(Extracted records)
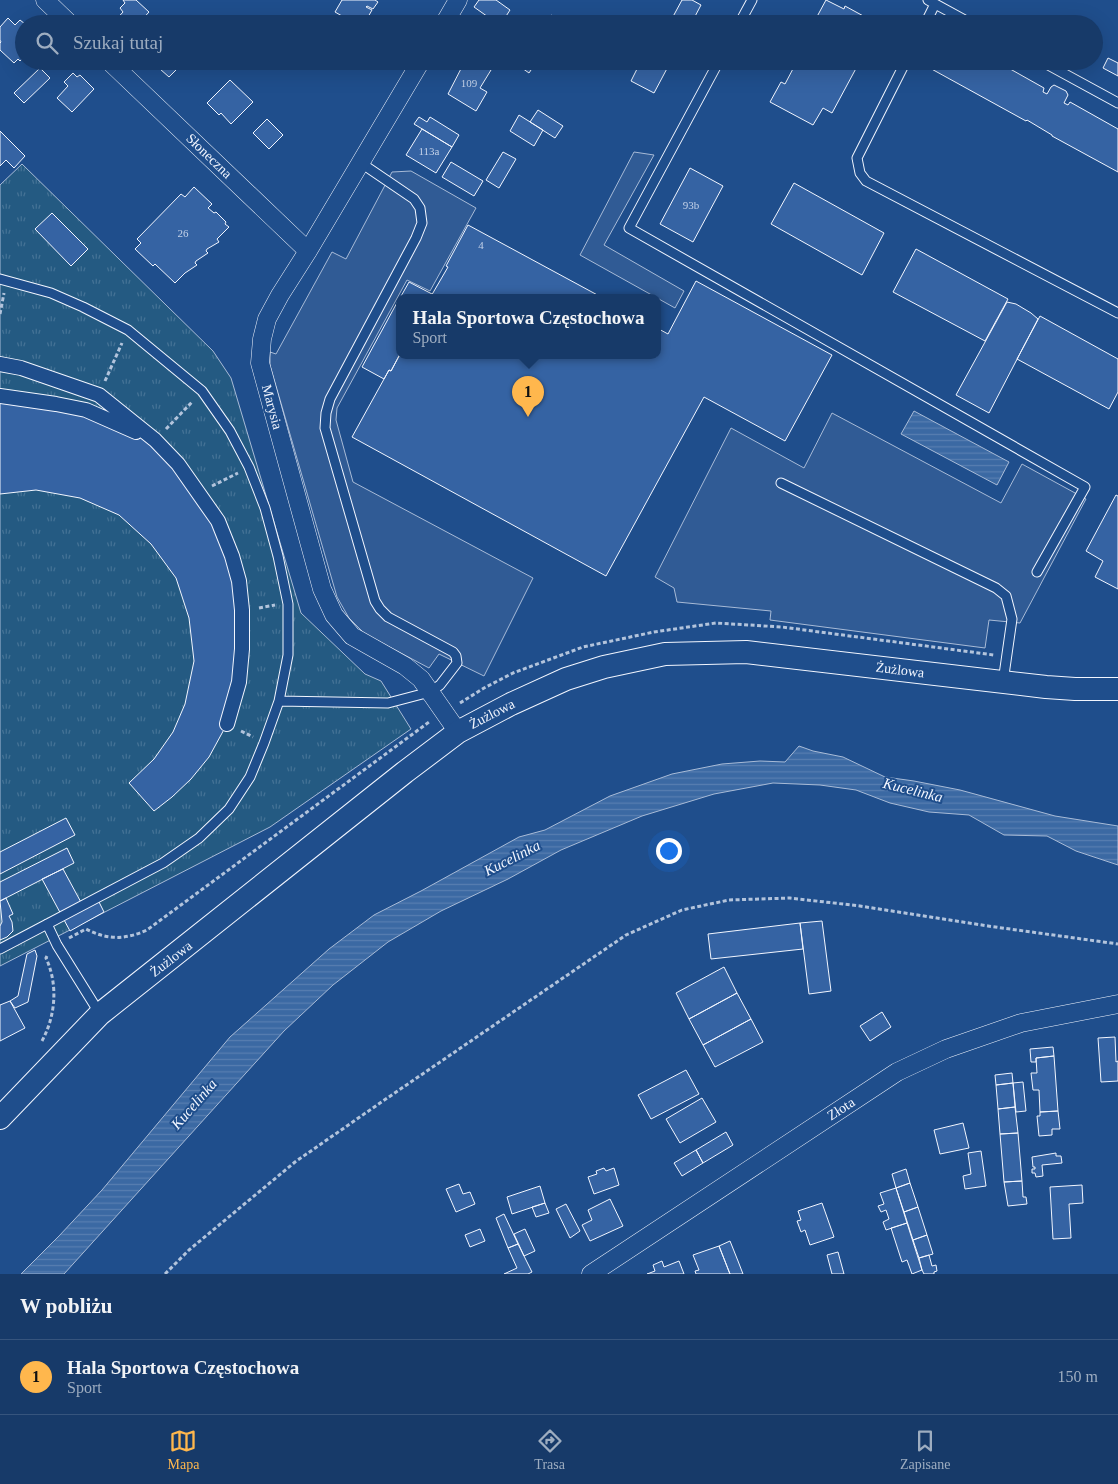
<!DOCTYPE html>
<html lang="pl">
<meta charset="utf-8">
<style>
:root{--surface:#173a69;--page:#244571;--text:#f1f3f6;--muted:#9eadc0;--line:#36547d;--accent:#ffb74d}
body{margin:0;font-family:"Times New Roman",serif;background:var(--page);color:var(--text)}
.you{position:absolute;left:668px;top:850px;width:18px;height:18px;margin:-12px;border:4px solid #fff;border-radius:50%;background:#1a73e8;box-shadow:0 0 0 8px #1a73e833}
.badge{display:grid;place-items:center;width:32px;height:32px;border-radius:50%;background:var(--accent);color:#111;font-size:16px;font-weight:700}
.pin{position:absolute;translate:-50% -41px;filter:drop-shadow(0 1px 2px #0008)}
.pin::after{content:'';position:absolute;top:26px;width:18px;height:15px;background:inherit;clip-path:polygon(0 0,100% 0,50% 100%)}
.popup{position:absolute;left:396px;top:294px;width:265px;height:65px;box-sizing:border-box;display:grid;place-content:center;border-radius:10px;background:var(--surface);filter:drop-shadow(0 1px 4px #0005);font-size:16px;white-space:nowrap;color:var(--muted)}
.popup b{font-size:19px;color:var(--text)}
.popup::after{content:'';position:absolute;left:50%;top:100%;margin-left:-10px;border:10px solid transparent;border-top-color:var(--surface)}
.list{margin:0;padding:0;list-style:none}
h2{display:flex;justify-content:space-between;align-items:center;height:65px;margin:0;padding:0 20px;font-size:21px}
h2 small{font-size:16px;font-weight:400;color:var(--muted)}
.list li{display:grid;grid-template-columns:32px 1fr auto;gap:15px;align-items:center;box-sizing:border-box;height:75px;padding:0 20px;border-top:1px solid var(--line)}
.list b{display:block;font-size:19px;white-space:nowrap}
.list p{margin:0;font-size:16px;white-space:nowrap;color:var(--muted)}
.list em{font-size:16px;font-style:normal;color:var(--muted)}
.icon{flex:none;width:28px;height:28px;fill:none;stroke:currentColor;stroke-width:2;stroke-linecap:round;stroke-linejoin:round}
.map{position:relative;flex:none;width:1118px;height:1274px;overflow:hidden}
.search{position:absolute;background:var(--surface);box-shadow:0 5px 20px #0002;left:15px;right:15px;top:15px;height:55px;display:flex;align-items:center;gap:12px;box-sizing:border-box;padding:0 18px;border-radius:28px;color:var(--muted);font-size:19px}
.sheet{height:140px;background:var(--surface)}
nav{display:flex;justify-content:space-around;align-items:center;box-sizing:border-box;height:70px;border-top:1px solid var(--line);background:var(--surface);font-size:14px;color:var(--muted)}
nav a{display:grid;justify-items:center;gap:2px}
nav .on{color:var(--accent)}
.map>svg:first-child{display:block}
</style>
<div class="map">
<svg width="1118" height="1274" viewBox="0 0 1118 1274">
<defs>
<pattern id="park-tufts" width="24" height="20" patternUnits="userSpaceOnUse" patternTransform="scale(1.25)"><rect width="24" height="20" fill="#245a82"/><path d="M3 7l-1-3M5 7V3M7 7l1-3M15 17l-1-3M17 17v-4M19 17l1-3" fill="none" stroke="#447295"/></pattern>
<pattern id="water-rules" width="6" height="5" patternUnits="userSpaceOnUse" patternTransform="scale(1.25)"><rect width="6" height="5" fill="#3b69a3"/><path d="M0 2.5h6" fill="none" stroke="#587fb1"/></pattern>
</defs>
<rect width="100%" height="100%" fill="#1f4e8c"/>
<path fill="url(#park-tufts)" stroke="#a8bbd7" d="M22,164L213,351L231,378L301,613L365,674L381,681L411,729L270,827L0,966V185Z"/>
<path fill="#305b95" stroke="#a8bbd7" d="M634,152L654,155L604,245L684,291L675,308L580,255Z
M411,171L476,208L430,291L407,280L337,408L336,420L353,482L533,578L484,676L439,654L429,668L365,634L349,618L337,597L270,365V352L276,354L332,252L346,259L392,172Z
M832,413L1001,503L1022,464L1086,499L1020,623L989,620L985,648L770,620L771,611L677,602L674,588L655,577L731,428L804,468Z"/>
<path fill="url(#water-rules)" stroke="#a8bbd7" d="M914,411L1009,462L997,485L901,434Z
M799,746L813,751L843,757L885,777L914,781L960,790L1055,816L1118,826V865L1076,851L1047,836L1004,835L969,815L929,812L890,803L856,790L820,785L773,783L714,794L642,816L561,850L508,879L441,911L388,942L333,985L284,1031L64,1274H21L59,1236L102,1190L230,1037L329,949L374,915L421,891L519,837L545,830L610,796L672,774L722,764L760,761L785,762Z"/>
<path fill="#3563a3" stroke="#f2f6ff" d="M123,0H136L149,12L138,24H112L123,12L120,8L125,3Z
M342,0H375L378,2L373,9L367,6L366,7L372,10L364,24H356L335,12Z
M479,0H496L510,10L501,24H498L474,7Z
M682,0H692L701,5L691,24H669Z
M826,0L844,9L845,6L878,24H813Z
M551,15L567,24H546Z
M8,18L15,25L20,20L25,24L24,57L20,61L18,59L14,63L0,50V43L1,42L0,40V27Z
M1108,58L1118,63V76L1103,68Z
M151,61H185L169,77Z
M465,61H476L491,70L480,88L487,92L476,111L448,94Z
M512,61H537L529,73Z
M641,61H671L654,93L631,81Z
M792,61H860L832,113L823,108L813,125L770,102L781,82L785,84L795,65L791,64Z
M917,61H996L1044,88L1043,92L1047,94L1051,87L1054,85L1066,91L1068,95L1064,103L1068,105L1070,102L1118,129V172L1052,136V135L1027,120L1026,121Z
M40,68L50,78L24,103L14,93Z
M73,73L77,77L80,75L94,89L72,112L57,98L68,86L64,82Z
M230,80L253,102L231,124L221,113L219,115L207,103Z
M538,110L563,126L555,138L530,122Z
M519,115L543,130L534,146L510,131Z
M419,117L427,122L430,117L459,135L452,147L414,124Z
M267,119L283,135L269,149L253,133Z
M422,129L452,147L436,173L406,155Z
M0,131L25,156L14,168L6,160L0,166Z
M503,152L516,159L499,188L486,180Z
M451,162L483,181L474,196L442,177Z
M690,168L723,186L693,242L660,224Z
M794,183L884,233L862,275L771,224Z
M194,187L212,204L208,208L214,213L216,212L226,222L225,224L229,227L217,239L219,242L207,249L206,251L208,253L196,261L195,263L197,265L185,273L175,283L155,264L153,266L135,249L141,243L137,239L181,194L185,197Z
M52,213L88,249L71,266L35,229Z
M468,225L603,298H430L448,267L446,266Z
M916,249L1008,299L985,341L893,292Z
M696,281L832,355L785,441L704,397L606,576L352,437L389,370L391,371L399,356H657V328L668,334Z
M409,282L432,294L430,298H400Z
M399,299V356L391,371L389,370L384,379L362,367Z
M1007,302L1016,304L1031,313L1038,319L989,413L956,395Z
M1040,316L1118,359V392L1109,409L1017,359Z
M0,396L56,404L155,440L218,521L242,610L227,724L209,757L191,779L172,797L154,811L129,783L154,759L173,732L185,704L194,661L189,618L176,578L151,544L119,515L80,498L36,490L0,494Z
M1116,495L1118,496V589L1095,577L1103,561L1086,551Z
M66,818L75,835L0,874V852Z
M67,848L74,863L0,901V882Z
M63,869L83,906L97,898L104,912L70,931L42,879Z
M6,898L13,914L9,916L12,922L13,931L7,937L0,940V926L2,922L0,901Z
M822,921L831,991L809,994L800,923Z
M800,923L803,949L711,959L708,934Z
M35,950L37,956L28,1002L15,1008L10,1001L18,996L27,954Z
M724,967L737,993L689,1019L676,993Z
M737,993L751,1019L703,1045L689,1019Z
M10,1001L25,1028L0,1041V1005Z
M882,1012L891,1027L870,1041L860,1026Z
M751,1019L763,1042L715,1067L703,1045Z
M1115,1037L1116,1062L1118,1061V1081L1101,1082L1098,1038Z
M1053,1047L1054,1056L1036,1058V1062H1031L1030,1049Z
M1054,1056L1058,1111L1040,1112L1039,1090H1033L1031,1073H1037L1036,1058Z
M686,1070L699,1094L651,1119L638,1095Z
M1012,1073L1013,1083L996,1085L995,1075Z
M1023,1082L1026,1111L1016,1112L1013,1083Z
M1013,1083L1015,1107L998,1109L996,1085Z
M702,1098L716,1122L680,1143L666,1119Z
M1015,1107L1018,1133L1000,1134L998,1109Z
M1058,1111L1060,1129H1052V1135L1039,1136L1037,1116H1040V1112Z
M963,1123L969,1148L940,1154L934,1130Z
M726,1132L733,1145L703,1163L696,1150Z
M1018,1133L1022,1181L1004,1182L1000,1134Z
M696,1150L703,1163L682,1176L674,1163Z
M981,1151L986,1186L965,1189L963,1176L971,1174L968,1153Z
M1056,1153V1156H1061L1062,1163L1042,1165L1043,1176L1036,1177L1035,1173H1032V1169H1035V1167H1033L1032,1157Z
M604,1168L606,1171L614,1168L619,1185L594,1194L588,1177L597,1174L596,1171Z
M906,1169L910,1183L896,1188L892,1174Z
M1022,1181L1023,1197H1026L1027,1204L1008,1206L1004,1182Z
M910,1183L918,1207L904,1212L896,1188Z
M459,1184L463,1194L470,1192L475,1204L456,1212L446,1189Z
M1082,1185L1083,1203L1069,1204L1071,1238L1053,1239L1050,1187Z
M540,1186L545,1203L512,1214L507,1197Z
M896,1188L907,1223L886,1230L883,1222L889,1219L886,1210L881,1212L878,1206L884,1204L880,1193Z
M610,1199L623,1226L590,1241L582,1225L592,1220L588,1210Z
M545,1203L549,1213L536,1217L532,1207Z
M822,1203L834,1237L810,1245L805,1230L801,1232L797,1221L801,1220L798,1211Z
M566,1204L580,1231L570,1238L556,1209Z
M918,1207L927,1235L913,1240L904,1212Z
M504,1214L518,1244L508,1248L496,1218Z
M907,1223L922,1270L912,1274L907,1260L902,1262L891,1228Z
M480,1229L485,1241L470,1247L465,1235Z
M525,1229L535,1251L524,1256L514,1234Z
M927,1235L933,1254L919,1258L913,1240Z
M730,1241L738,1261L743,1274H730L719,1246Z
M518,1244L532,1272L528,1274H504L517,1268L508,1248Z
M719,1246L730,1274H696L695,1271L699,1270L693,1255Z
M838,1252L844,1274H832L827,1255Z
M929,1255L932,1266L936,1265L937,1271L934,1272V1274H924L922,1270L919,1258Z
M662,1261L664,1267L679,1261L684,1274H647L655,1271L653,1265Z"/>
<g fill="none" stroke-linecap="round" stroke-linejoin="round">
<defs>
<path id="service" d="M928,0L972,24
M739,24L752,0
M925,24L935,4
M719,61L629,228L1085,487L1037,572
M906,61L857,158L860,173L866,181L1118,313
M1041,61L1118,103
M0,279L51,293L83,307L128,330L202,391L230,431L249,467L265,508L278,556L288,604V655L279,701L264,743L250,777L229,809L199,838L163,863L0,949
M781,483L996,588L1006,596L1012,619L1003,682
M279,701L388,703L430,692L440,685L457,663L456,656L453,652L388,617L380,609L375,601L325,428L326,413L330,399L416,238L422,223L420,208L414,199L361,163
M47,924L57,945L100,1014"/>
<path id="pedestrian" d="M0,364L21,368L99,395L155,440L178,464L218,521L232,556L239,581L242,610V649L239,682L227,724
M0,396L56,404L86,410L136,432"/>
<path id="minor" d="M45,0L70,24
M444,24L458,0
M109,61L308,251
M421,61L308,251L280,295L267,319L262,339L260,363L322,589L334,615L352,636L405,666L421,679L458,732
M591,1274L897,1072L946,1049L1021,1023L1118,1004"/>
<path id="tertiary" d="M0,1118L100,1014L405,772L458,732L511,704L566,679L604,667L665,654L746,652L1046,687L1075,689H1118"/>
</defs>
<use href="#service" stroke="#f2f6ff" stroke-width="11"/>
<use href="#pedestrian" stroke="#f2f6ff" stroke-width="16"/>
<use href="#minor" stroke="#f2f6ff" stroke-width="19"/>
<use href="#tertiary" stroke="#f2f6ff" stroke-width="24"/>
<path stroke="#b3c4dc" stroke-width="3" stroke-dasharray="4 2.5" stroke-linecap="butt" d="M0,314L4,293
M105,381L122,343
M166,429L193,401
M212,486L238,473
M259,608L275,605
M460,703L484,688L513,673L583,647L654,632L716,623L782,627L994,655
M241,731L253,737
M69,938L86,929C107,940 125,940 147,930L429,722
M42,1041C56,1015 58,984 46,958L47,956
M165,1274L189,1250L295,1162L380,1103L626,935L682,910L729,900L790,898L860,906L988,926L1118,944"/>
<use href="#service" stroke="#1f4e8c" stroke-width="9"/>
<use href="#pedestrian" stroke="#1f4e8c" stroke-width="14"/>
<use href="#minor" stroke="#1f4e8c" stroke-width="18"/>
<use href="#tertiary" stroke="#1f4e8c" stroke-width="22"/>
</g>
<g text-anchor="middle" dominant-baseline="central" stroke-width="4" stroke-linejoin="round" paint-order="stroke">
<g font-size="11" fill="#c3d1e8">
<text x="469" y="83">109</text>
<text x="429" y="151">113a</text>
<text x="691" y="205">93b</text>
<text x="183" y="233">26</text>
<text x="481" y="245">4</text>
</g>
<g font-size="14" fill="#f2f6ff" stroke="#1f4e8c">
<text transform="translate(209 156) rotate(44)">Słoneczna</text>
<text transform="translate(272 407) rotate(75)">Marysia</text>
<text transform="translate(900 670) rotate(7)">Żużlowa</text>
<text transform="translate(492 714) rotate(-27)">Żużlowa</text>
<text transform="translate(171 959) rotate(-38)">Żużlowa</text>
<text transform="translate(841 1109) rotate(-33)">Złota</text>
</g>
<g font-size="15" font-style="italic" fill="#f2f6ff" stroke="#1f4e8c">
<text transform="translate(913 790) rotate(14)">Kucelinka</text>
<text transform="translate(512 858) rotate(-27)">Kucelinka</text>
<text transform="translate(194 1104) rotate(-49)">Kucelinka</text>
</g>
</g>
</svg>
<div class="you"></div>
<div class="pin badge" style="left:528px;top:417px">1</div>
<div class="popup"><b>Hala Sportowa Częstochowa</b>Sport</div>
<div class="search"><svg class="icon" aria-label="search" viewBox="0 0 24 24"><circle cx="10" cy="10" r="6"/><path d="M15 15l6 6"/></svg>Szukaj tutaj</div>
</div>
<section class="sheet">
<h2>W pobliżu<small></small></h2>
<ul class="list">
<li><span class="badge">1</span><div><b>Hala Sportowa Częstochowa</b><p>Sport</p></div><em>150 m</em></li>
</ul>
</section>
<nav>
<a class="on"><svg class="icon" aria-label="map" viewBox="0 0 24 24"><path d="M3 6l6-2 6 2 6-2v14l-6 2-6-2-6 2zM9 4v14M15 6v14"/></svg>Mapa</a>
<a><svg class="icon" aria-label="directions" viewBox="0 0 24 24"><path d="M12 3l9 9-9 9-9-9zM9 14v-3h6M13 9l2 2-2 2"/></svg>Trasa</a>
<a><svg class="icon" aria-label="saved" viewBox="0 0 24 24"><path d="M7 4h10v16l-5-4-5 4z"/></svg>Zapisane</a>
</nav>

### What you should do
Search the records for the string "place" and return every line in which it occurs.

### Response
.badge{display:grid;place-items:center;width:32px;height:32px;border-radius:50%;background:var(--accent);color:#111;font-size:16px;font-weight:700}
.popup{position:absolute;left:396px;top:294px;width:265px;height:65px;box-sizing:border-box;display:grid;place-content:center;border-radius:10px;background:var(--surface);filter:drop-shadow(0 1px 4px #0005);font-size:16px;white-space:nowrap;color:var(--muted)}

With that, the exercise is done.